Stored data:
▬▬▬▬▬▬▬▬▬▬
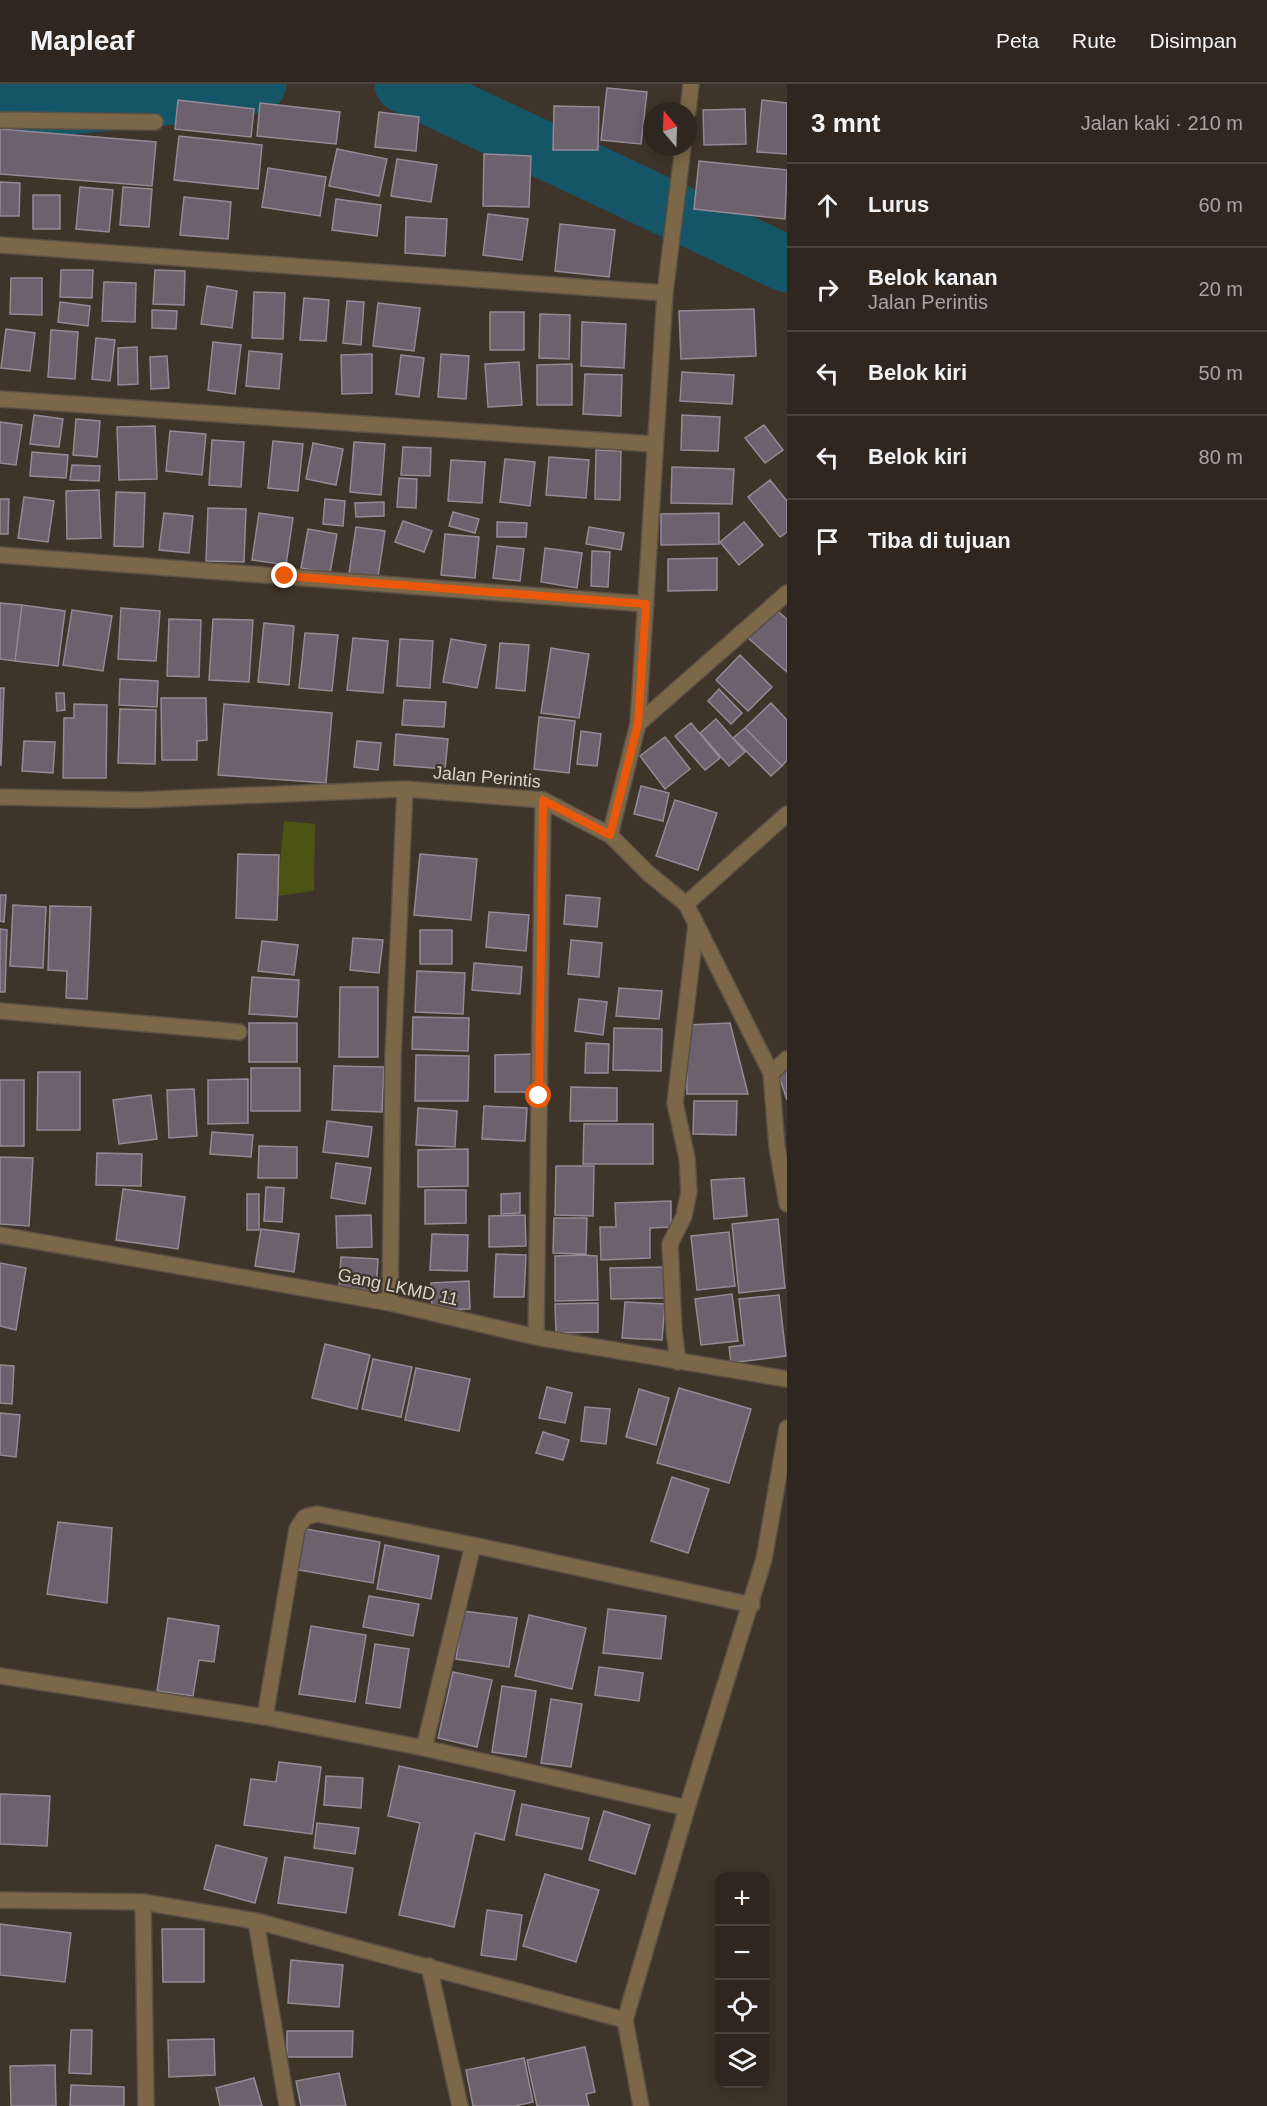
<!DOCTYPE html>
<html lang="id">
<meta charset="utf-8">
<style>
:root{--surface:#2f271f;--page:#3b332c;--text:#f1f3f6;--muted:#a7a5a4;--line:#4a443d}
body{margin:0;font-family:Arial,sans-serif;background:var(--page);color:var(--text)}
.controls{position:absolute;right:18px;bottom:18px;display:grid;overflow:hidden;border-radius:12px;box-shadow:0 3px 15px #0003}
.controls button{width:54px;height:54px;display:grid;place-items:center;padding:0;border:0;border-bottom:2px solid var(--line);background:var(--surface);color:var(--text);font:30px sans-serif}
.compass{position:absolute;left:643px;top:18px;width:54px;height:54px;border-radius:50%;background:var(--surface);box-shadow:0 3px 15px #0003;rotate:341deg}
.stop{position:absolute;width:18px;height:18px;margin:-14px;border:4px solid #ea580c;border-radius:50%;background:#fff}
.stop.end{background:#ea580c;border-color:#fff;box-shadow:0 2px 6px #0008}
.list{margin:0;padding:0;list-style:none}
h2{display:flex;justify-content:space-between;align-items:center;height:78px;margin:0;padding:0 24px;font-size:26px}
h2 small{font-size:20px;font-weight:400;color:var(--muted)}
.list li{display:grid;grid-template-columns:39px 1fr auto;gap:18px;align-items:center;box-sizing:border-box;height:84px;padding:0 24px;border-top:2px solid var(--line)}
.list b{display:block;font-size:22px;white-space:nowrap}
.list p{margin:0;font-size:20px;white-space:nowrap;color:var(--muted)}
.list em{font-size:20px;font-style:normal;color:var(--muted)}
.icon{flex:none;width:33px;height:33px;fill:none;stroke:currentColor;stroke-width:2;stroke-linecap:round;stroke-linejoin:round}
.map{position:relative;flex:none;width:787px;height:2022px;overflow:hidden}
header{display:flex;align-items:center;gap:36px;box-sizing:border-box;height:84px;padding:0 30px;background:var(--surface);border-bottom:2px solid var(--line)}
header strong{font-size:28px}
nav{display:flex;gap:33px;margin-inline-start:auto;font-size:21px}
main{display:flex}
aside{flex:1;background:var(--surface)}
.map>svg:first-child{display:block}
.green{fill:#4b5412}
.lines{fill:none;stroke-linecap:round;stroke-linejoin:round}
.river{stroke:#155568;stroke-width:57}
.building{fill:#6c616d;stroke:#958996;stroke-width:1.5}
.minor-casing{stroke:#5b5046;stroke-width:18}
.minor{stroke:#7c6849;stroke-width:15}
.route{stroke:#ea580c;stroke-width:8}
.labels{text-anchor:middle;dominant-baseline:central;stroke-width:4.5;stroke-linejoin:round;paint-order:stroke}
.street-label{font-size:18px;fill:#d9d2cb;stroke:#3f3429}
</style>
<header>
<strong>Mapleaf</strong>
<nav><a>Peta</a><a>Rute</a><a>Disimpan</a></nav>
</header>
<main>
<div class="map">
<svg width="787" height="2022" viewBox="0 0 787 2022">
<rect width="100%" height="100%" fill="#3f3429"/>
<path class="green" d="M284 737 315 740 314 807 277 812Z"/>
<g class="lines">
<path class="river" d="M403 0 787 180
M0 29 207 9 258 0"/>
</g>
<path class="building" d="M607 4 647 8 641 60 601 56Z
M178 16 254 25 251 53 175 45Z
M762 16 787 19V70L757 68Z
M260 19 340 28 336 60 257 52Z
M554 22 599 23 598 66H553Z
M745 25 746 60 704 61 703 26Z
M379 28 419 33 416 67 375 63Z
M0 45 156 58 152 102 0 90Z
M179 52 262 61 258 105 174 96Z
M337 65 387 75 379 112 329 102Z
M484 70 531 72 529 123 483 122Z
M397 75 437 81 431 118 391 112Z
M699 77 787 86 785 135 694 125Z
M268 84 326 93 320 132 262 123Z
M0 98 20 99 19 132H0Z
M80 103 113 106 109 148 76 145Z
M123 103 152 105 149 143 120 141Z
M33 111H60V145H33Z
M184 113 231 118 228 155 180 151Z
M336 115 381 121 377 152 332 146Z
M488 130 528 135 522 176 483 171Z
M406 133 447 135 445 172 405 169Z
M560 140 615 146 609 193 555 187Z
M61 186H93L92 214 60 213Z
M155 186 185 187 184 221 153 220Z
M11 194H42V231L10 230Z
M104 198 136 199 135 238 102 237Z
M207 202 237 207 232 244 201 240Z
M254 208 285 209 283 255 252 254Z
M304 214 329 216 326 257 300 256Z
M347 217 364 218 361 261 343 259Z
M60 218 90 222 88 242 58 238Z
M378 219 420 224 414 267 373 262Z
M754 225 756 272 681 275 679 227Z
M152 226 177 227 176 245 152 244Z
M490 228H524V266H490Z
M540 230 570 231 569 275 539 274Z
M582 238 626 240 624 284 581 282Z
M6 245 35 249 30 287 1 284Z
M51 246 78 248 75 295 48 293Z
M96 254 115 256 110 297 92 295Z
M213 258 241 261 235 310 208 306Z
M137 263 138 300 118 301V264Z
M249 267 282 270 279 305 246 302Z
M372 270V309L342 310 341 271Z
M441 270 469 272 466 315 438 313Z
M401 271 424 274 419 313 396 310Z
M167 272 169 304 151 305 150 273Z
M519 278 522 321 488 323 485 280Z
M572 280V321H537V281Z
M682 288 734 291 732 320 680 317Z
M585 290 622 291 621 332 583 330Z
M34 331 63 335 59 363 30 360Z
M682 331 720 333 718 367 681 366Z
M76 335 100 337 97 373 73 371Z
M0 338 22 341 16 381 0 379Z
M764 341 783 366 765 379 745 354Z
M155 342 157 395 119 396 117 343Z
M170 347 206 350 202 391 166 387Z
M212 356 244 358 241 403 209 401Z
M273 357 303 360 298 407 268 404Z
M354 358 385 360 381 411 350 408Z
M313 359 343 365 336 401 306 395Z
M403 363 431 364 430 392 401 391Z
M596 366 621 367 620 416 595 415Z
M32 368 68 371 66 394 30 392Z
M549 373 589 376 586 414 546 411Z
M505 375 535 378 530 422 500 418Z
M451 376 485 378 482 419 448 417Z
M72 381 100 382 99 397 70 396Z
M672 383 734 385 732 420 671 419Z
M399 394 417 395 416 424 397 423Z
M770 396 787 417V448L780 453 748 413Z
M99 406 101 454 67 455 66 407Z
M116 408 145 409 143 463 114 462Z
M24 413 54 417 48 458 18 454Z
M0 415H9L8 450H0Z
M325 415 345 417 343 442 323 440Z
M384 418V432L356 433 355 419Z
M208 424 246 425 244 478 206 477Z
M453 428 479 435 475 449 449 442Z
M164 429 193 432 189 469 159 466Z
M259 429 293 434 286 481 252 476Z
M719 429V460L661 461V430Z
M403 437 432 447 424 468 395 458Z
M497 438 527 439 526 453H497Z
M744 438 763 461 739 481 720 458Z
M356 443 385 447 378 493 349 489Z
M589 443 624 449 621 466 586 460Z
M308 445 337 450 330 489 301 484Z
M445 450 479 453 475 494 441 491Z
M497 462 524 465 520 497 493 494Z
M545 464 582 469 577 504 541 498Z
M592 467 610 468 608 503 591 502Z
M717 474V506L668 507V475Z
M0 519 22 521 15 577 0 575Z
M22 521 65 527 58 582 15 577Z
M121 524 160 527 156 577 118 575Z
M774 524 787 535V588L748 554Z
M72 526 112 532 103 587 63 581Z
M169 535 201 536 199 593 167 592Z
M213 535 253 536 249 598 209 596Z
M264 539 294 542 289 601 258 598Z
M305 549 338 551 332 607 299 604Z
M353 554 388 557 383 609 347 606Z
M400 555 433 557 430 604 397 602Z
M451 555 486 561 477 604 443 598Z
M500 559 529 561 525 607 496 604Z
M551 564 589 570 579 634 541 629Z
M740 571 772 603 748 627 716 596Z
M120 595 158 597 157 623 119 621Z
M0 604H4L1 681H0Z
M719 605 742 629 731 640 708 617Z
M56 609H64L65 626 57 627Z
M161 614H206L207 656 197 657V676H162Z
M404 616 446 618 444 643 402 641Z
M771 619 787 636V676L782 682 745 644Z
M74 620 107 621 106 694H63L64 634H74Z
M224 620 332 629 326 699 218 691Z
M120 625 156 626 155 680 118 679Z
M539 633 575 637 569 689 534 685Z
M716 635 745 668 729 682 700 649Z
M691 639 720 674 705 686 675 652Z
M745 644 782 682 771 692 733 654Z
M581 647 601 650 597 682 577 680Z
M396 650 448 655 445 685 394 681Z
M665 653 690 685 665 705 640 672Z
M24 657 55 658 53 689 22 687Z
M357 657 381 659 378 686 354 683Z
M641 702 669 709 663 737 634 730Z
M675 716 717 729 698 786 656 772Z
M238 770 279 771 277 836 236 834Z
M420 770 477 775 471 836 414 831Z
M0 811H6L4 838 0 837Z
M566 811 600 814 597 843 564 840Z
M13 821 46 823 43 884 10 882Z
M50 822 91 823 87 915 66 914 67 887 48 886Z
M489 828 529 831 526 867 486 863Z
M0 845 7 846 5 908H0Z
M420 846H452V880H420Z
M353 854 383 856 379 889 350 886Z
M571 856 602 859 599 893 568 890Z
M262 857 298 861 294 891 258 887Z
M474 879 522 883 520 910 472 906Z
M417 887 465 889 463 930 415 928Z
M252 893 299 896 297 933 249 930Z
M340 903H378V973H339Z
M619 904 662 907 659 935 616 932Z
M579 915 607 918 603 951 575 947Z
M413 933 469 934 468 967 412 965Z
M249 939H297V978H249Z
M730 939 748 1010H687L686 941Z
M614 944 662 945 661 987 613 986Z
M586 959 609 960 608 989H585Z
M532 970 533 1008H495V971Z
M416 971 469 972 468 1017H415Z
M334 982 384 983 382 1028 332 1026Z
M251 984H300V1027H251Z
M787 985V1016L779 992Z
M38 988H80V1046H37Z
M248 995V1039L208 1040V996Z
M0 996H24V1062H0Z
M571 1003 617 1004V1037H570Z
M194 1005 197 1052 169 1054 167 1006Z
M151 1011 157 1055 119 1060 113 1016Z
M694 1017H737L736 1051 693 1050Z
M484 1022 527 1024 525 1057 482 1055Z
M418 1024 457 1027 455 1063 416 1061Z
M327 1037 372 1043 368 1073 323 1068Z
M584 1040H653V1080H583Z
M212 1048 253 1051 251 1073 210 1070Z
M259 1062 297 1063V1094H258Z
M468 1065V1102L418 1103V1066Z
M97 1069 142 1070 141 1102 96 1101Z
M0 1073 33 1074 29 1142 0 1140Z
M336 1079 371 1084 365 1120 331 1114Z
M556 1082H594L593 1132 555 1131Z
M744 1094 747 1132 714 1135 711 1096Z
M266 1103 284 1104 282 1138 264 1137Z
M123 1105 185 1113 178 1165 116 1156Z
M425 1106H466V1139L425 1140Z
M520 1109V1129L501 1130V1110Z
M247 1110H259V1146H247Z
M671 1117V1143L650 1144V1174L601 1176 600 1143H616L615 1119Z
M371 1131 372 1163 337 1164 336 1132Z
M525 1131 526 1162 489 1163V1132Z
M554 1134H587L586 1170 553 1169Z
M778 1135 785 1204 739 1209 732 1140Z
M261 1145 299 1150 294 1188 255 1182Z
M729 1148 735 1202 697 1206 691 1152Z
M432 1150 468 1151 467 1187 430 1186Z
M496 1170 526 1171 524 1213H494Z
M584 1171 597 1172 598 1216 555 1217V1172Z
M341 1173 378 1175 376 1208 339 1206Z
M0 1179 26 1184 16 1246 0 1242Z
M665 1183V1214L611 1215 610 1184Z
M469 1197 470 1225 432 1226 431 1199Z
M732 1210 738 1257 701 1261 695 1215Z
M779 1211 786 1272 731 1279 729 1263 744 1261 739 1215Z
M625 1218 665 1220 662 1256 622 1254Z
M598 1219V1248L556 1249 555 1220Z
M325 1260 370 1271 357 1325 312 1314Z
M373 1275 412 1283 401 1333 362 1325Z
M0 1281 14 1282 12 1320 0 1319Z
M416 1284 470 1295 459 1347 405 1336Z
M547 1303 572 1309 565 1339 539 1334Z
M679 1304 751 1325 729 1399 657 1379Z
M639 1305 669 1314 656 1361 626 1353Z
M585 1323 610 1325 606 1360 581 1357Z
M0 1329 20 1331 16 1373 0 1371Z
M543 1348 569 1356 563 1376 536 1369Z
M672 1393 709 1405 688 1469 651 1457Z
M58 1438 112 1444 107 1519 47 1510Z
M300 1444 380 1458 373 1499 293 1485Z
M385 1461 439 1472 431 1515 377 1505Z
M369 1512 419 1520 413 1552 363 1543Z
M608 1525 666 1532 661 1575 603 1569Z
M463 1527 517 1534 509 1583 456 1575Z
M529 1531 586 1544 572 1605 515 1592Z
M168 1534 219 1542 214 1578 199 1576 193 1612 157 1607Z
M311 1542 366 1551 355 1618 299 1610Z
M375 1560 409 1565 400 1624 366 1619Z
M599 1583 643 1589 639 1617 595 1611Z
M453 1588 492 1596 477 1663 438 1654Z
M502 1602 536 1607 526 1673 492 1668Z
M551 1615 582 1620 571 1683 541 1679Z
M279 1678 321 1683 312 1750 244 1741 251 1695 276 1698Z
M399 1682 515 1707 504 1756 475 1749 454 1843 399 1831 420 1739 388 1732Z
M326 1692 363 1694 361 1724 324 1721Z
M0 1710 50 1712 47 1762 0 1760Z
M522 1720 589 1734 582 1765 516 1751Z
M604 1727 650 1741 635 1790 589 1776Z
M317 1739 359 1744 355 1770 314 1764Z
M216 1761 267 1774 255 1819 204 1805Z
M285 1773 353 1784 346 1829 278 1819Z
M545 1790 599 1806 576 1878 523 1862Z
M487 1826 522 1831 516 1876 481 1871Z
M0 1840 71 1849 65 1898 0 1891Z
M162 1845H204V1898H163Z
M291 1876 343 1881 339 1923 288 1919Z
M71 1946H92L91 1990 69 1989Z
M287 1947H353L352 1973H287Z
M214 1955 215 1991 169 1993 168 1956Z
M585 1963 595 2008 586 2010 589 2022H537L527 1976Z
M524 1974 533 2018 515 2022H473L466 1986Z
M55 1981 56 2022H11L10 1982Z
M339 1989 346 2022H301L296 1997Z
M254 1994 262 2022H220L216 2004Z
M71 2001 124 2003V2022H70Z"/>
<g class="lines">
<defs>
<path id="minor" d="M688 27 691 0
M0 36 155 38
M0 161 665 209
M0 315 654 360
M0 471 646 520
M638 640 787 509
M0 713 137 716 405 705 543 716 610 751 648 789 686 820 771 989 777 1063 787 1120
M610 751 638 640 665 209 683 63
M686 820 787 730
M0 927 239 948
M771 989 787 975
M0 1151 390 1219 536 1253 787 1295
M390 1219 393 973 405 705
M536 1253 543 716
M678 1278 674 1247 670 1160 684 1132 689 1108 687 1074 675 1019 696 841
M0 1592 265 1633 424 1664 687 1724 764 1475 787 1344
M265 1633 297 1445 305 1433 317 1430 473 1461 752 1521
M424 1664 473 1461
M0 1816 143 1818 256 1837 625 1936
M143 1818 146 2022
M256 1837 287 2022
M429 1882 460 2022
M641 2022 625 1936 687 1724"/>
</defs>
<use href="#minor" class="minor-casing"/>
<use href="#minor" class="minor"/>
</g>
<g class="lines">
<path class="route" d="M285 492 646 520 638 640 610 751 543 716 539 1012"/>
</g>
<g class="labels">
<g class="street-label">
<text transform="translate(487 693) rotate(5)">Jalan Perintis</text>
<text transform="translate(398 1203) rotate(12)">Gang LKMD 11</text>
</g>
</g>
</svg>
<div class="controls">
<button>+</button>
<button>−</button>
<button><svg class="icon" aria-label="locate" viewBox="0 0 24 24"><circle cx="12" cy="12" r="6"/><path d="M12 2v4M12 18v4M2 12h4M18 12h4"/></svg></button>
<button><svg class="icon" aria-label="layers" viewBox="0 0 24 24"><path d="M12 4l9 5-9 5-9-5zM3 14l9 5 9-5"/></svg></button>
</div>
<svg class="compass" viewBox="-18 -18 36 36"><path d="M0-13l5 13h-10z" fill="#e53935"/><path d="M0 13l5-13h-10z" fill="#a7a5a4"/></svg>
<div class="stop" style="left:539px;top:1012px"></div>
<div class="stop end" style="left:285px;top:492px"></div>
</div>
<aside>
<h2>3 mnt<small>Jalan kaki · 210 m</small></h2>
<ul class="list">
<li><svg class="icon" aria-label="ahead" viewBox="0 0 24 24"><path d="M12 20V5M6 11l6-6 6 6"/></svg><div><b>Lurus</b></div><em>60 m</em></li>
<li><svg class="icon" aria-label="right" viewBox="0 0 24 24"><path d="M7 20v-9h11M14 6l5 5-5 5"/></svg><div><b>Belok kanan</b><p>Jalan Perintis</p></div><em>20 m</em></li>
<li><svg class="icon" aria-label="left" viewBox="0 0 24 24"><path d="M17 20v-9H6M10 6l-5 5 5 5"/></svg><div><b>Belok kiri</b></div><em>50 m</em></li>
<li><svg class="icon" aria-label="left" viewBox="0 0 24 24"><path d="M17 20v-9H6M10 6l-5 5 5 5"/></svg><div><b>Belok kiri</b></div><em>80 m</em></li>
<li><svg class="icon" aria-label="arrive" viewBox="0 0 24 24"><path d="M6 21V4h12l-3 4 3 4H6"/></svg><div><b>Tiba di tujuan</b></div></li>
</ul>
</aside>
</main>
▬▬▬▬▬▬▬▬▬▬
▶ **Exercise brief**: In the lines above, locate the string "auto". Copy every line where it occurs.

▶ **Task output**:
.list li{display:grid;grid-template-columns:39px 1fr auto;gap:18px;align-items:center;box-sizing:border-box;height:84px;padding:0 24px;border-top:2px solid var(--line)}
nav{display:flex;gap:33px;margin-inline-start:auto;font-size:21px}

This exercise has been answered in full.